Bravery and Blooming: Lessons from 2016

I have tonsillitis. It’s New Year’s Eve and I’m laying on my couch at 7 p.m. in a weird, time warp daze because of the copious amounts of naps I’ve taken and I’m angry. New Year’s Eve is my favorite. I love celebrating the end of the year, regardless of how good or awful it was. If it was good, I get to feel a full heart of wonderful memories. If it was bad, I have hope for the future.

So, since I’m not out and about tossing back a sour beer or two, I thought I would write for enjoyment and see if I can process through any life lessons I may have picked up through 2k16. 

First, I learned how to ask for help and how to receive help – from the right people. When you’re a young adult, a lot of older people will take it upon themselves to influence your life. They will think they are doing you a favor by telling you how you should go about job searching and networking, how to invest your money, advice on your living situation and even how to handle your relationships. These people think that because they are older than you, that they have the right to force these opinions onto you. Here’s the thing, you’re young. You’re going to assume all of these people have the right answers and that every word they say is for your best interest. Take a step back. Before taking advice from someone simply because they are older and have more experience, consider if they know your current situation well, if they know your personality, and how one choice you make will influence the other areas in your life.

It is important to understand that some people genuinely care about you while others simply care about having their opinions heard.  The ones who care will follow up with you. They will help you figure out your next steps and will take the time to understand the bigger picture of your situation, not just the fragment that is under scrutiny. Ask these people for help when you need it and then, implement their advice. Do not waste their time by expecting them to do all the work. Show them their time and effort is being put to use by advancing yourself.

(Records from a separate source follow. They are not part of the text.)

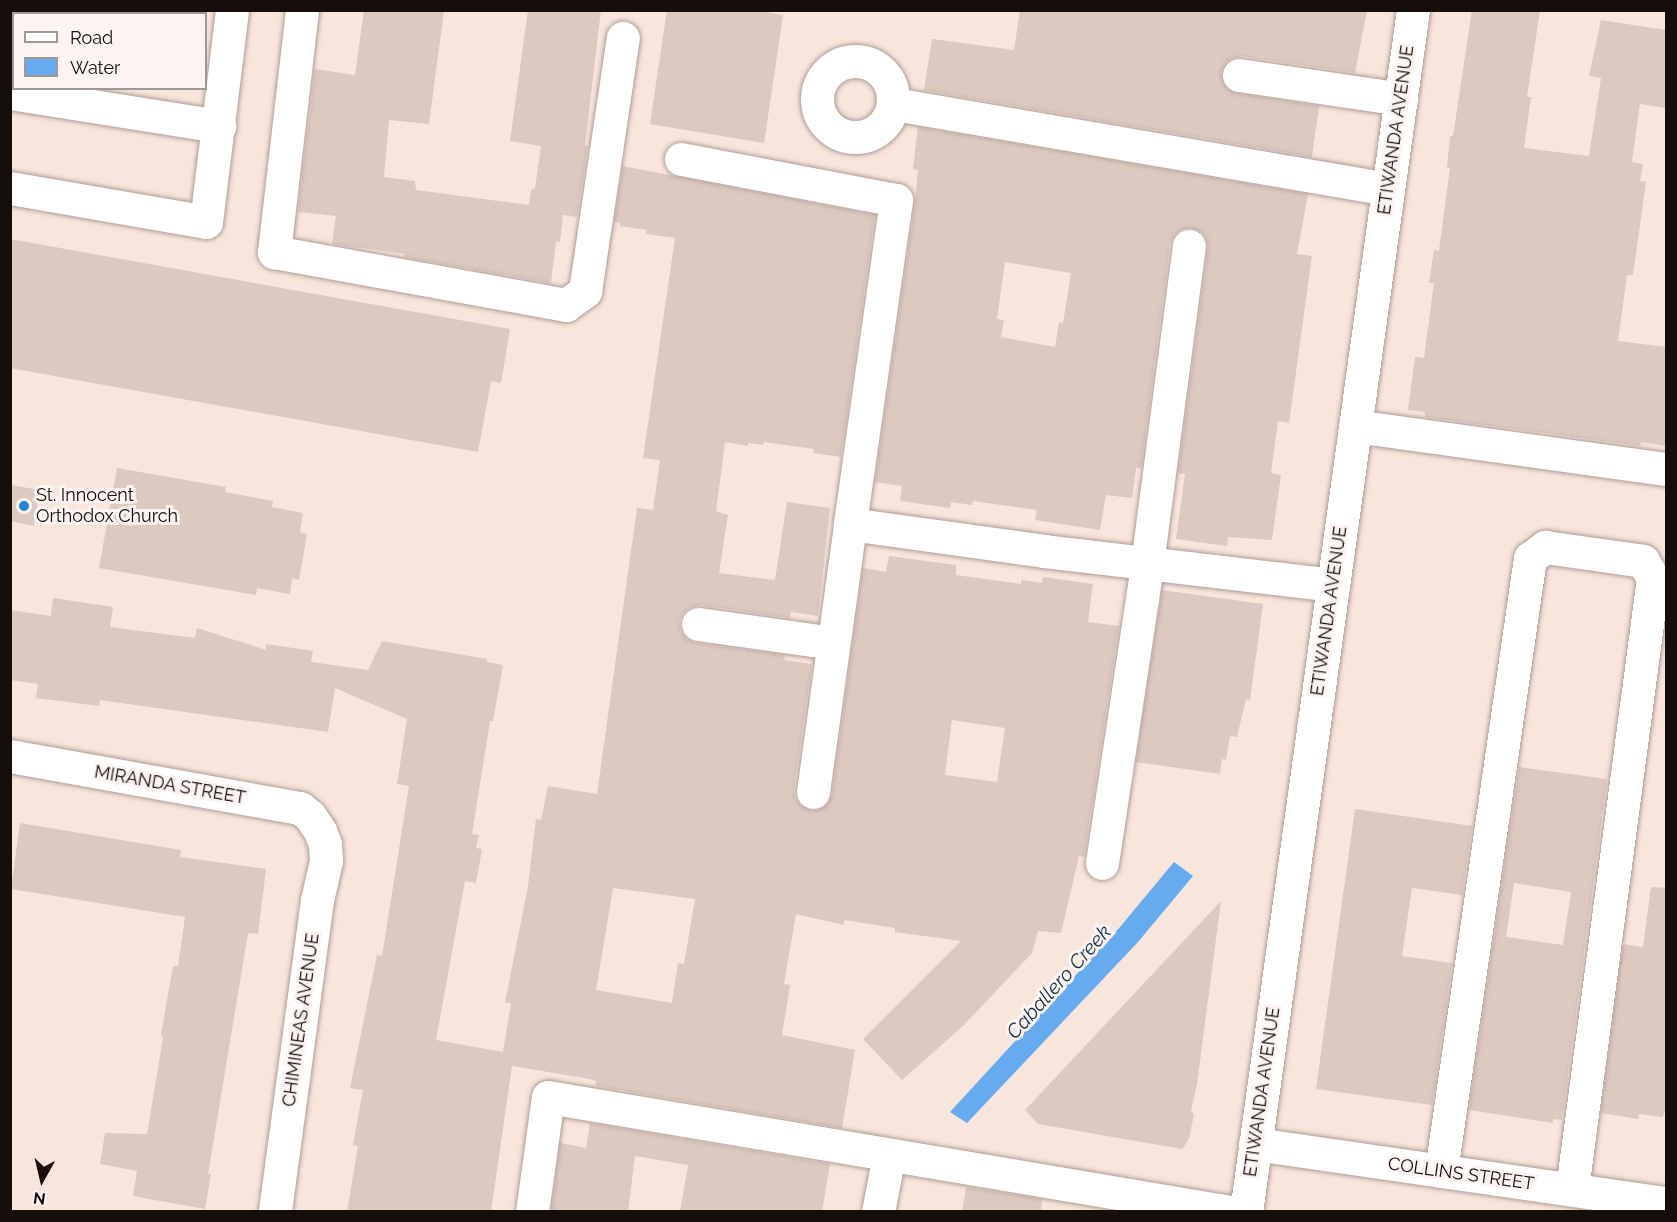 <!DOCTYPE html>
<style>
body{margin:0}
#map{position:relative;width:1677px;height:1222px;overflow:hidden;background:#f8e5db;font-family:Raleway,sans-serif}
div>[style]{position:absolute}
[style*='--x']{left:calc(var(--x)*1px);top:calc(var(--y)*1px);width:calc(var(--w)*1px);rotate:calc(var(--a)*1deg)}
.water>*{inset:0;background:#66abef}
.building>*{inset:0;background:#dcc9c0}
.roads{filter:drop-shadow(0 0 2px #af9d95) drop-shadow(0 0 2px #af9d95)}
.minor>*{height:33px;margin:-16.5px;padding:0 16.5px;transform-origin:16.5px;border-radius:16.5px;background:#fff}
.minor>.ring{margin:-16.5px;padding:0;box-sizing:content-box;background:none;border:33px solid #fff;border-radius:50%}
.dots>*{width:16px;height:16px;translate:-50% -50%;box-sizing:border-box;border:3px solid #fcf4f1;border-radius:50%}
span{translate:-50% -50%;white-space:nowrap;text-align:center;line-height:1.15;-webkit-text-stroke:6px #fcf4f1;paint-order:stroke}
.street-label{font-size:18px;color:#150e0b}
.poi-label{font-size:18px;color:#150e0b}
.left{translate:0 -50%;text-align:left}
.water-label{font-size:20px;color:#112e49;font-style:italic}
.frame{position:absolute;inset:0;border:12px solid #150e0b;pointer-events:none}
.legend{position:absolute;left:12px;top:12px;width:195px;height:78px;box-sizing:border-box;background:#fcf4f1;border:2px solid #a09895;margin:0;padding:8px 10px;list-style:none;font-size:18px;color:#150e0b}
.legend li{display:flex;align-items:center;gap:12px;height:30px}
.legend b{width:30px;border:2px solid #a09895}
.north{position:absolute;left:12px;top:1150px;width:60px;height:60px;-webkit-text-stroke:4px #fcf4f1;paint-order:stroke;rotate:188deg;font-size:16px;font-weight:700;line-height:24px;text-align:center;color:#150e0b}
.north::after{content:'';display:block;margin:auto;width:21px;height:27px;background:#150e0b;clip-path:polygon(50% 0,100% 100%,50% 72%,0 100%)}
</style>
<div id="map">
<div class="water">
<div style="clip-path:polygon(1174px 862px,1193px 876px,1138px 942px,967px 1123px,950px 1112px,1120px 927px)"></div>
</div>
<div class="building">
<div style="clip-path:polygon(364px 10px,444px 10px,429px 124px,389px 120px,384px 177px,415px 181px,416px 190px,529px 205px,531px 190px,535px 188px,541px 146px,510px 141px,528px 10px,601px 10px,585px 145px,588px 146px,577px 217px,563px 215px,560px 242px,556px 241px,551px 283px,404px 257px,405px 254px,332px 244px,336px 216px,298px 212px,315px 69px,355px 75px)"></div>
<div style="clip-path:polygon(667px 10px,754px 10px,783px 15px,764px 143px,650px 124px)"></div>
<div style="clip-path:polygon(1020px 10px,1367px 10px,1355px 73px,1242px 56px,1232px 58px,1225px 63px,1221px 72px,1222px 82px,1227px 89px,1236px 93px,1319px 106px,1312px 157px,924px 90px,932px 39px,1014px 50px)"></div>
<div style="clip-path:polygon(1472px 10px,1540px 10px,1527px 97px,1531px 97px,1524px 148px,1589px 156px,1601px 78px,1589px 76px,1601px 20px,1666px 30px,1666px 108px,1640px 104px,1632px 162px,1643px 164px,1640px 181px,1646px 182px,1633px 275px,1627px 275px,1618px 341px,1666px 347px,1666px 446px,1641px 442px,1640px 446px,1425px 417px,1425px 412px,1408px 410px,1415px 357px,1424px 358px,1434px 283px,1429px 283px,1434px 250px,1439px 251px,1450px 168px,1447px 168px,1450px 136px,1453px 136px)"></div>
<div style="clip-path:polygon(evenodd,918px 127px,1308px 194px,1297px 254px,1312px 256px,1289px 423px,1278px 421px,1271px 473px,1281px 475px,1272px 540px,1228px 537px,1227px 546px,1176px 539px,1185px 474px,1178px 473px,1208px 248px,1206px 238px,1201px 232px,1192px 228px,1181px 229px,1174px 235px,1170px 244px,1141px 468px,1136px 468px,1132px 498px,1106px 495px,1100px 530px,1035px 520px,1037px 510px,973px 501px,972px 505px,951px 502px,950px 508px,900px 501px,902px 486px,875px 482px,915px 203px,918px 170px,913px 169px,918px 127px,1005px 262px,1071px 273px,1063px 323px,1059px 322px,1055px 347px,1001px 337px,1004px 320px,997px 319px,1005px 262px)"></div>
<div style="clip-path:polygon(evenodd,623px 166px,875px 215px,841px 457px,813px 453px,814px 449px,764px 442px,763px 445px,748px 443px,748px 446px,725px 442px,716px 511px,728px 515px,719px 573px,775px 580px,787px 502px,830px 508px,818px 616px,791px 612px,790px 618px,700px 605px,690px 607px,683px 613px,679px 622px,681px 632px,687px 639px,695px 643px,785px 655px,784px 660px,812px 664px,794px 790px,795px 798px,801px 806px,811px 811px,819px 810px,827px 804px,832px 795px,863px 568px,886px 572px,889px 556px,956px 565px,956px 575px,1021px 584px,1021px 580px,1042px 583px,1043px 577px,1093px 584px,1088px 622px,1119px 626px,1084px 857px,1079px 856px,1061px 933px,1038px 931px,1032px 953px,963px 1026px,902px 1080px,863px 1039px,961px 941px,895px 932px,895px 928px,844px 920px,844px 925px,796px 914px,784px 984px,790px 985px,782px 1035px,855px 1050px,842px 1128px,596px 1086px,596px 1081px,590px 1079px,512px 1066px,491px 1212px,347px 1212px,358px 1146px,353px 1145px,363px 1090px,350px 1088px,377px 955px,382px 956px,409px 786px,397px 784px,407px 719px,335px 688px,328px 732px,100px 700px,99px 706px,36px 698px,38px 684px,10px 680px,10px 610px,51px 616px,53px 598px,113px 607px,110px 627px,195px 638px,197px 628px,266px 650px,266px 644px,313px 651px,311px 662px,368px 670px,382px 641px,487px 659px,487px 662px,503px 665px,493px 721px,490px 721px,472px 834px,479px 835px,476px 848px,482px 849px,476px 883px,465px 881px,436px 1040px,503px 1052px,511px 1003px,505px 1003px,528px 886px,536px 819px,541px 820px,548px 786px,597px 794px,637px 508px,653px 510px,660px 460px,643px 458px,675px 238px,646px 234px,647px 230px,620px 226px,620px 223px,614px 222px,623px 166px,952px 720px,1005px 728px,997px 782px,945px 775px,952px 720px,623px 166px,613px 888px,695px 899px,684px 964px,678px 963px,672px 1003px,596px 990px,613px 888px)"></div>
<div style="clip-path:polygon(10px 239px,510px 329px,501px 383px,491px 381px,478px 452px,10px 368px)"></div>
<div style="clip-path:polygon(117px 468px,226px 487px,225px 492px,273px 501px,272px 507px,303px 513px,300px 533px,307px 534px,299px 580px,292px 578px,290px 594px,257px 588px,256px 595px,99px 568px)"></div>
<div style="clip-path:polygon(10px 485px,40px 490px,34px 526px,10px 521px)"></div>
<div style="clip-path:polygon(1162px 590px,1263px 604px,1250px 700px,1246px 699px,1237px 737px,1230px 736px,1226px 760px,1222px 759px,1220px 774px,1136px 762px)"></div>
<div style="clip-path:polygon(evenodd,1519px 767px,1607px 779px,1562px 1120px,1553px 1119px,1553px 1123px,1469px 1110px,1519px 767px,1514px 883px,1571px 892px,1563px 945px,1506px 937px,1514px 883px)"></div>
<div style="clip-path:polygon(1355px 809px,1472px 826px,1462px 895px,1412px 888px,1402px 956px,1452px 963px,1432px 1105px,1316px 1089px)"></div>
<div style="clip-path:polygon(20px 823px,181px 850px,180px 857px,266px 869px,258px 934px,248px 933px,208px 1174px,211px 1174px,205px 1209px,133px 1196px,137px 1171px,100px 1164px,105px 1133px,147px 1134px,163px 1038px,161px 1035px,173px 966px,178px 966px,185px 917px,11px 889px)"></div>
<div style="clip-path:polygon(1651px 887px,1666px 888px,1666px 1113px,1664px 1112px,1663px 1117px,1639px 1114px,1638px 1119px,1601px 1113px,1623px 944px,1643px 947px)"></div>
<div style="clip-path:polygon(1221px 901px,1197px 1084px,1191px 1111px,1194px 1114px,1189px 1139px,1182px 1149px,1038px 1124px,1025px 1110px)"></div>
<div style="clip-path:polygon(590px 1123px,830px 1164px,822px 1212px,680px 1212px,688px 1165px,635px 1156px,628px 1212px,551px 1212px,560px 1143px,586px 1148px)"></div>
<div style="clip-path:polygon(966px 1187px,1042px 1199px,1041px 1212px,962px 1212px)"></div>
</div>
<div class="roads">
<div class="minor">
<div style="--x:302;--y:10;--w:244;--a:96.6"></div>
<div style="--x:274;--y:252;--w:297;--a:10.3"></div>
<div style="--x:566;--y:305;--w:24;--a:-36"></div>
<div style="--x:585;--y:291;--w:256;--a:-81.5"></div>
<div class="ring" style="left:817px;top:61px;width:43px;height:43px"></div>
<div style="--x:1239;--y:75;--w:164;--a:8.4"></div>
<div style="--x:10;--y:93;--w:212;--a:9"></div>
<div style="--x:894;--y:104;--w:501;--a:9.76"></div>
<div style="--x:681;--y:159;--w:219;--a:10.8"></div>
<div style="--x:896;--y:200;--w:327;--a:98.1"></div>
<div style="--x:10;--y:188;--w:199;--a:9.8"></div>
<div style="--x:206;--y:222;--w:214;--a:-83"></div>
<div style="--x:1355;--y:426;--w:314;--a:7.9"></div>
<div style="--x:698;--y:624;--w:136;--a:8"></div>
<div style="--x:10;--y:756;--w:295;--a:10.2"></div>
<div style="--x:300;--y:808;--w:13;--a:39"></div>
<div style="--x:310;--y:816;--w:18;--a:56"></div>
<div style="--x:320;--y:831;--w:14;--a:69"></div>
<div style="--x:325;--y:844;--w:17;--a:87"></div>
<div style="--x:326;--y:861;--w:40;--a:103"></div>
<div style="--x:317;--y:900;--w:315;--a:97.7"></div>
<div style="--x:813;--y:792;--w:271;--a:-82.1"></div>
<div style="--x:850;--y:524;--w:196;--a:7.9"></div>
<div style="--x:1044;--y:551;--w:291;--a:6.7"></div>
<div style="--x:1102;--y:863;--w:302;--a:-81.4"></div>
<div style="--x:1147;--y:564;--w:321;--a:-82.5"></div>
<div style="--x:1255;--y:1144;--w:415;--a:8.2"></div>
<div style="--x:1441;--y:1171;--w:619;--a:-81.74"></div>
<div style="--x:1530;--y:558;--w:19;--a:-36"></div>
<div style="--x:1545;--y:547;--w:99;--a:8.1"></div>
<div style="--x:1643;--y:561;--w:20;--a:60"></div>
<div style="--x:1653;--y:578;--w:616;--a:97.55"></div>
<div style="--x:532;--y:1212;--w:116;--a:-82.1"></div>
<div style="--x:548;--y:1097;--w:692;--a:9.57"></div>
<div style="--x:878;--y:1212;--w:58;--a:-79.1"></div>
<div style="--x:1246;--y:1212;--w:1214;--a:-82.09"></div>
</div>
</div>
<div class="dots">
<div style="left:24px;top:506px;background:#2a83d0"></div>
</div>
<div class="street-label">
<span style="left:1396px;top:130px;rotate:-82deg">ETIWANDA AVENUE</span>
<span style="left:1329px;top:611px;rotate:-82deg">ETIWANDA AVENUE</span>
<span style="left:170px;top:785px;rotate:10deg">MIRANDA STREET</span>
<span style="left:301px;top:1020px;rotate:-82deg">CHIMINEAS AVENUE</span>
<span style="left:1262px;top:1092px;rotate:-82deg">ETIWANDA AVENUE</span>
<span style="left:1461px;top:1174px;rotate:8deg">COLLINS STREET</span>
</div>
<div class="poi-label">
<span class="left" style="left:36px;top:506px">St. Innocent<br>Orthodox Church</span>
</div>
<div class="water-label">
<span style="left:1059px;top:982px;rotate:-48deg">Caballero Creek</span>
</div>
<div class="frame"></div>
<ul class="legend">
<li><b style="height:8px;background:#fff"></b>Road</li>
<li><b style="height:16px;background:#66abef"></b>Water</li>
</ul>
<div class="north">N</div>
</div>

Being brave does not happen overnight. In the real world, a brave action can take months of build up. It is not always a quick decision, acted upon under extreme circumstances. I lived with depression and anxiety for almost a year before realizing how huge of an impact it was having on my life. Then, it took me another six months to work up the courage to seek help. It took me me six months to be brave. Seeking out help to become healthy again was the bravest thing I have ever done and the slow process getting there does not cancel out my bravery.

Whatever it is you are working on, lean in to the process. Quickness does not equal bravery. Slowness does not equal bravery. Overcoming the obstacles holding you back from becoming a better person, no matter how long it takes you,  is what makes you brave.

We do not bloom year-round. The seasons were created for a purpose. Trees loose their leaves, plants lose their flowers and the world looks bleak. So do we. Savor the season. Your season may not match up with the rest of the world’s, but you will find yourself in a place that is lacking fruit. You’ll feel dry and weak. You’ll wonder what you’re doing wrong. Why can’t you be in a good mood anymore? Why can’t you feel God’s presence right now? Why is everything suddenly more difficult than it was a month ago, a year ago? Beating yourself up during this time is not useful. Instead, utilize the season to your advantage. Personally, in my season of drought, I surround myself with candles because I love their smell, I spoil myself with good books and I allow myself to be introverted for as long as I need. CAUTION: do not allow yourself to wallow in your drought. Once you’re revived and feel as though you can take on the world, get back out there. Again, it may be a quick or slow process, but do not allow the season to turn into a place for sin to settle in. Know you’ll bloom again, put yourself in the right environment to bloom after your season of barrenness.

“Do you feel anxiety in the trees? Do they feel anxious that they’ll never have leaves again, that they’ll never bloom again?”

 

 

**If you’re new to my writing, here is a warning: I do not edit. I understand some people may be bothered by my lack of correct grammar or my inability to pick up a thesaurus, but I don’t care. I love to write. I hate editing. I know it sounds better after editing which is why I do it for important stuff, but this blog is for my enjoyment and I’m cutting out all the things that I don’t wanna do because it’s mine, so there.